The term mortgage, or mortgage loan, is familiar to most people–it is the loan you take out from a bank to pay for your home. After all, how many people can afford to pay cash for a house? And, just as most people understand what a mortgage is, most people understand the pressure that comes with a loan of that magnitude. Many homeowners reach for the largest mortgage that they can afford in order to purchase the home of their dreams. And, sometimes it can be hard to keep up with the payments. If your mortgage payments are starting to feel out of reach, you are not alone, and you are not out of options. A mortgage loan modification might be just what you need to keep your home.
Mortgage Loan Modification
But, just what is mortgage loan modification? In short, it is a change to the terms of your loan agreement that you originally made with the bank. For struggling homeowners, it can be a way to make the payments more manageable. This might include lowering the mortgage rates, changing the loan from a variable rate loan to a fixed rate loan, or extending the term of the loan. You can use an online mortgage calculator to get an idea of what your payments would be with a lower mortgage rate or term. While a mortgage loan modification does not change the amount you owe to the bank, it can reduce the monthly payment by changing the mortgage rates or extending the life of the loan. This allows struggling homeowners to keep up with their payments and avoid foreclosure — a win for the bank and for you.

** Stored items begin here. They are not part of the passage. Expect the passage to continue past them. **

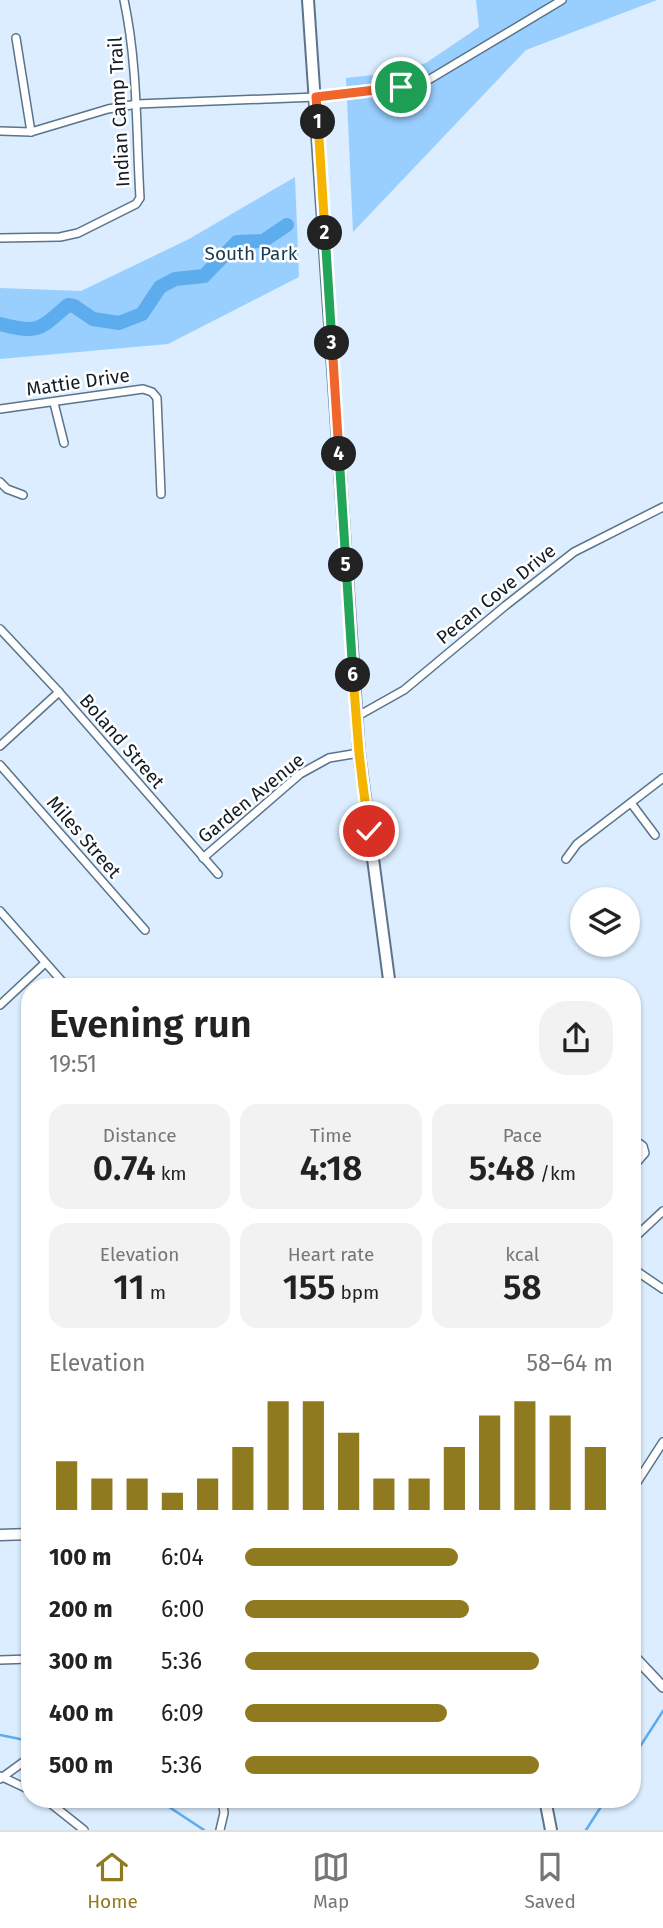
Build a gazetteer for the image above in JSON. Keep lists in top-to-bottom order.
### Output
{
  "streets": {
    "street": [
      "Indian Camp Trail",
      "Mattie Drive",
      "Pecan Cove Drive",
      "Boland Street",
      "Garden Avenue",
      "Miles Street"
    ]
  },
  "crossings": [
    ["Boland Street", "Garden Avenue"]
  ],
  "parks": ["South Park"],
  "page": {
    "pins": [
      "1",
      "2",
      "3",
      "4",
      "5",
      "6"
    ],
    "heading": ["Evening run", "19:51"],
    "stats": [
      ["Distance", "0.74 km"],
      ["Time", "4:18"],
      ["Pace", "5:48 /km"],
      ["Elevation", "11 m"],
      ["Heart rate", "155 bpm"],
      ["kcal", "58"]
    ],
    "chart": ["Elevation", "58–64 m"],
    "list": [
      {
        "name": "100 m",
        "note": "6:04"
      },
      {
        "name": "200 m",
        "note": "6:00"
      },
      {
        "name": "300 m",
        "note": "5:36"
      },
      {
        "name": "400 m",
        "note": "6:09"
      },
      {
        "name": "500 m",
        "note": "5:36"
      }
    ],
    "tabs": ["Home", "Map", "Saved"]
  }
}
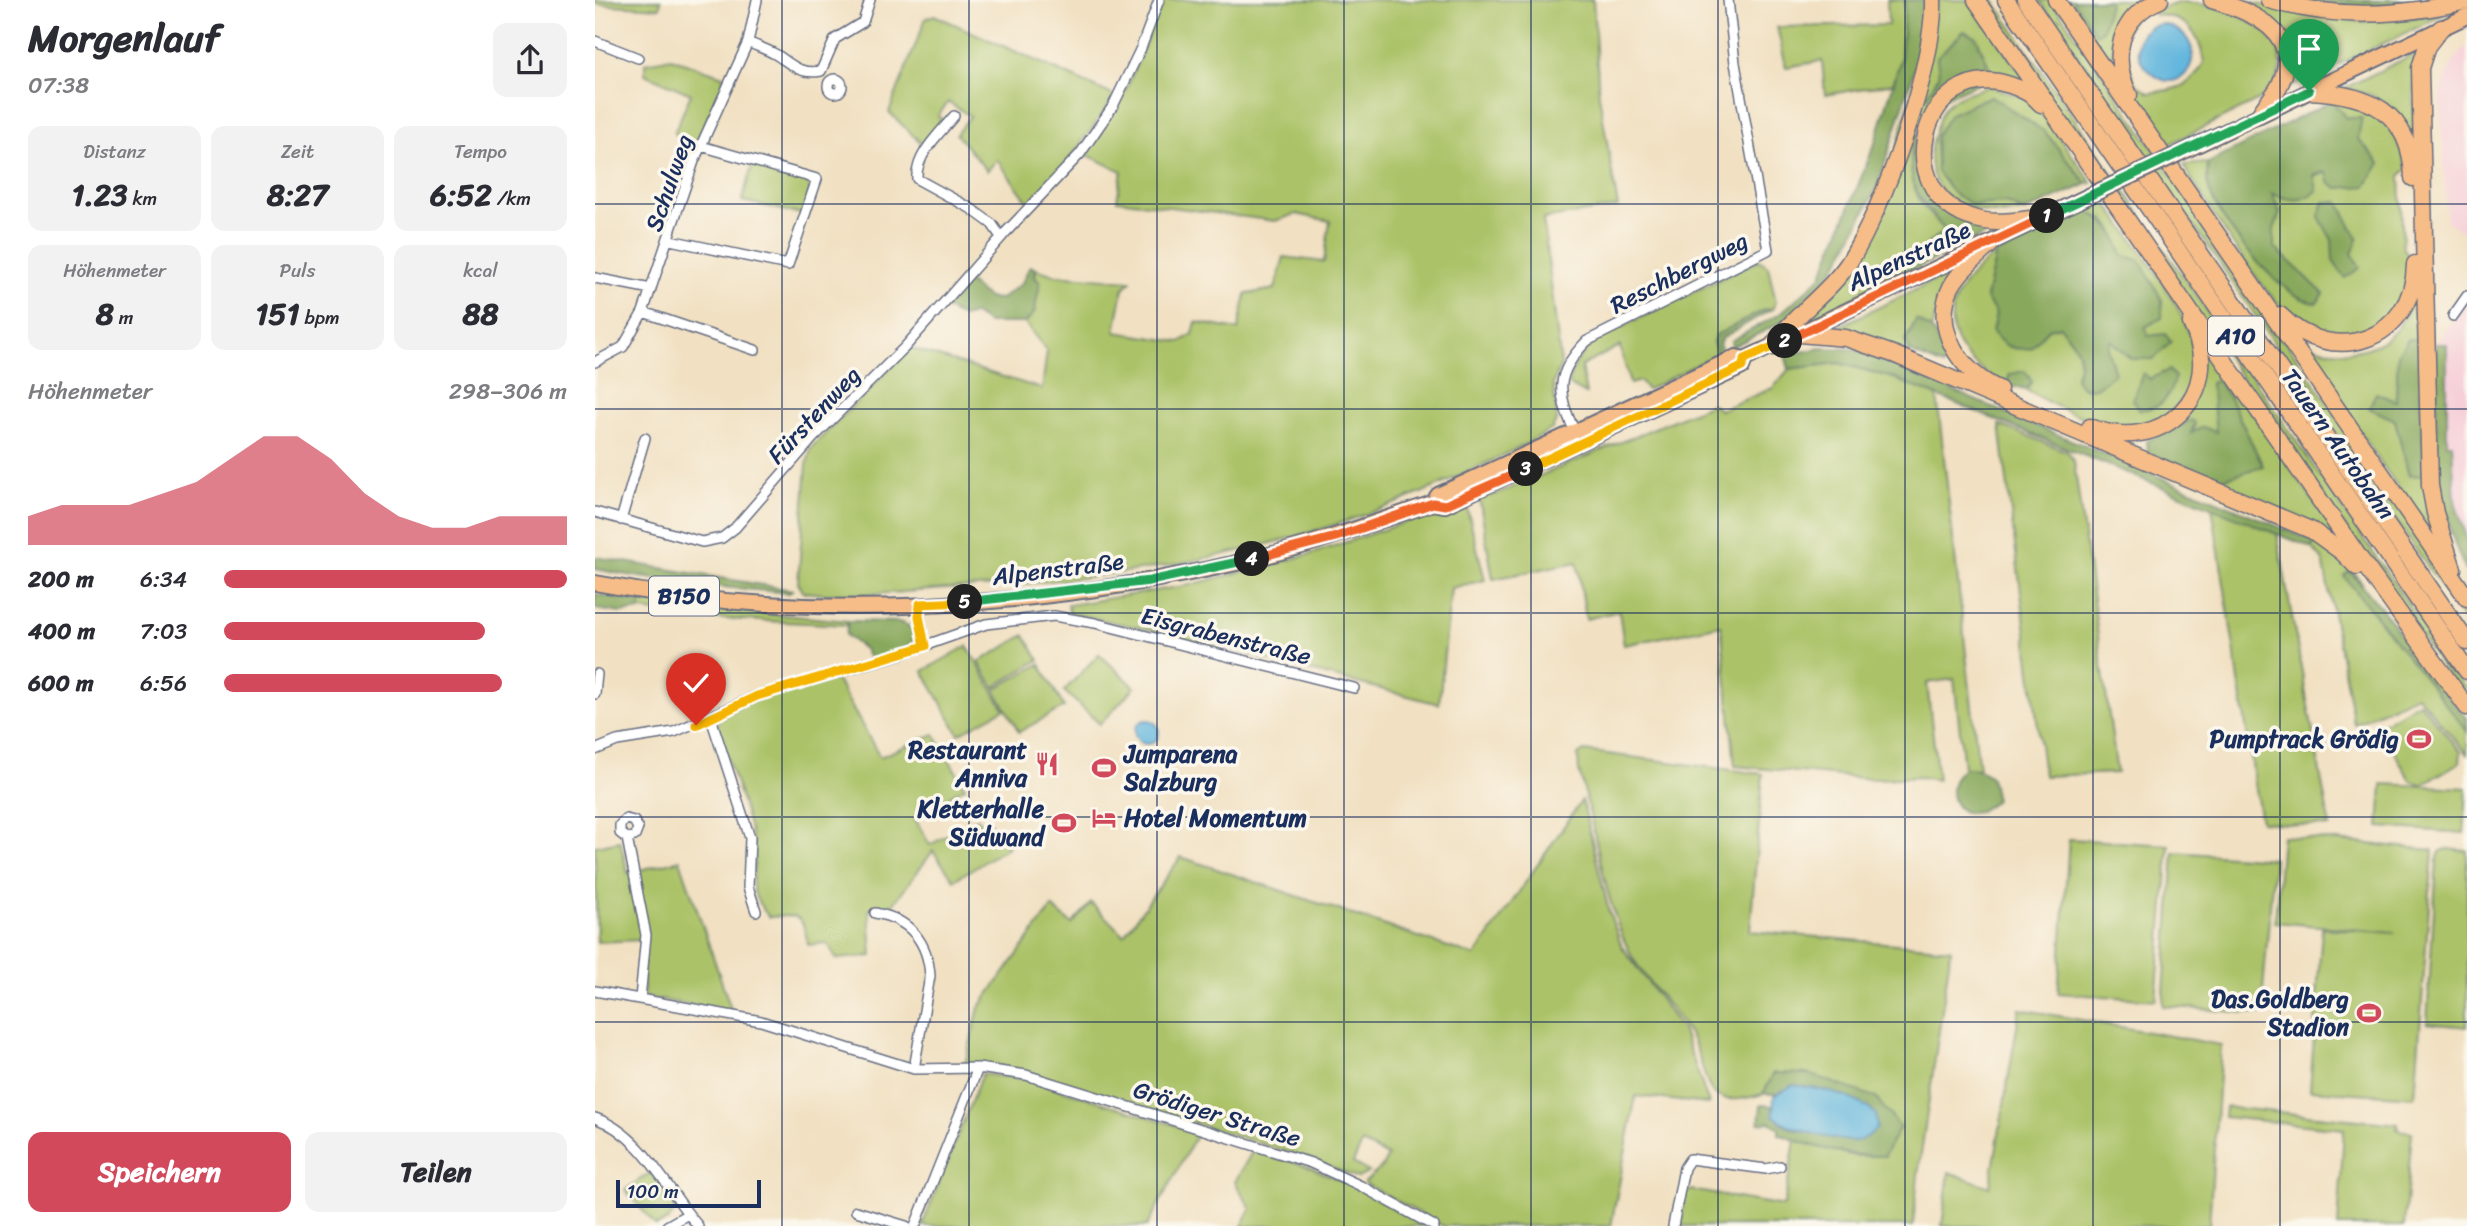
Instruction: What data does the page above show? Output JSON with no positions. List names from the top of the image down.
{
  "streets": {
    "highway": ["A10", "Tauern Autobahn"],
    "main road": ["Alpenstraße", "B150"],
    "street": [
      "Schulweg",
      "Reschbergweg",
      "Fürstenweg",
      "Eisgrabenstraße",
      "Grödiger Straße"
    ]
  },
  "crossings": [
    ["Alpenstraße", "Reschbergweg"]
  ],
  "places": {
    "sports": [
      "Pumptrack Grödig",
      "Jumparena Salzburg",
      "Kletterhalle Südwand",
      "Das.Goldberg Stadion"
    ],
    "restaurant": ["Restaurant Anniva"],
    "hotel": ["Hotel Momentum"]
  },
  "scale_bar": "100 m",
  "page": {
    "heading": ["Morgenlauf", "07:38"],
    "stats": [
      ["Distanz", "1.23 km"],
      ["Zeit", "8:27"],
      ["Tempo", "6:52 /km"],
      ["Höhenmeter", "8 m"],
      ["Puls", "151 bpm"],
      ["kcal", "88"]
    ],
    "pins": [
      "1",
      "2",
      "3",
      "4",
      "5"
    ],
    "chart": ["Höhenmeter", "298–306 m"],
    "list": [
      {
        "name": "200 m",
        "note": "6:34"
      },
      {
        "name": "400 m",
        "note": "7:03"
      },
      {
        "name": "600 m",
        "note": "6:56"
      }
    ],
    "buttons": ["Speichern", "Teilen"],
    "scale": "100 m"
  }
}
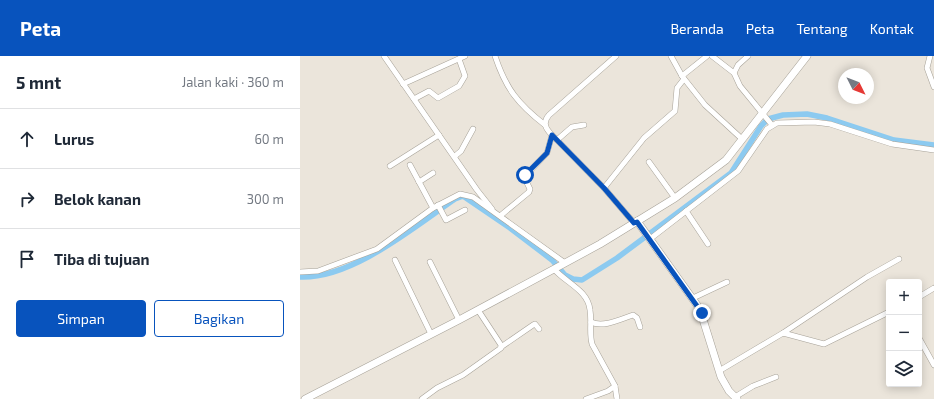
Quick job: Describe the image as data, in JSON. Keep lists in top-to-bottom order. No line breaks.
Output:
{"north":"bottom right","page":{"header":"Peta","nav":["Beranda","Peta","Tentang","Kontak"],"heading":["5 mnt","Jalan kaki · 360 m"],"list":[["Lurus","60 m"],["Belok kanan","300 m"],"Tiba di tujuan"],"map_buttons":["+","−"],"buttons":["Simpan","Bagikan"]}}
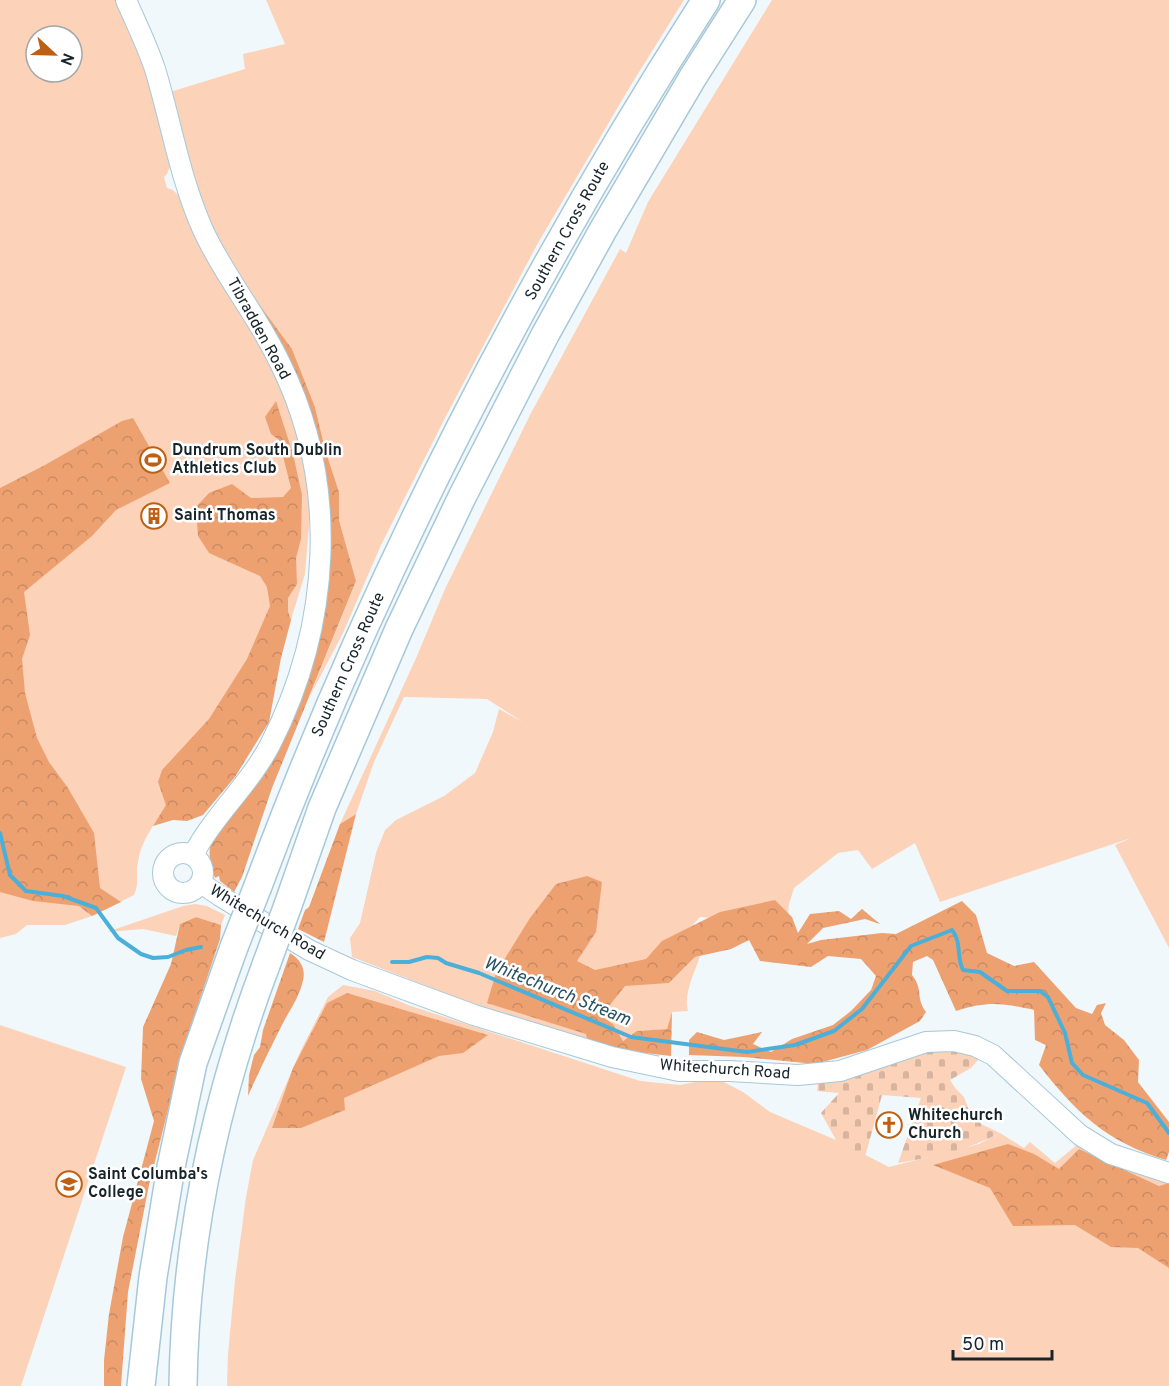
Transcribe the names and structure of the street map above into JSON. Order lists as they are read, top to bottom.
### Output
{
  "streets": {
    "highway": ["Southern Cross Route"],
    "street": ["Tibradden Road", "Whitechurch Road"]
  },
  "crossings": [
    ["Tibradden Road", "Whitechurch Road"]
  ],
  "water": ["Whitechurch Stream"],
  "places": {
    "sports": ["Dundrum South Dublin Athletics Club"],
    "building": ["Saint Thomas"],
    "church": ["Whitechurch Church"],
    "school or university": ["Saint Columba's College"]
  },
  "scale_bar": "50 m",
  "north": "right"
}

Mortgage loan modification is not the same thing as refinancing a mortgage. When you refinance a loan, you are effectively paying off the original loan and taking out a new loan with a different rate and a different life of the loan. People may choose to refinance if mortgage rates change from when they originally took out the loan or if their income changes and they have different financial parameters. Refinancing is a great option, but it is not typically an option for people having trouble keeping up with their payments.
Who Qualifies for Mortgage Loan Modification?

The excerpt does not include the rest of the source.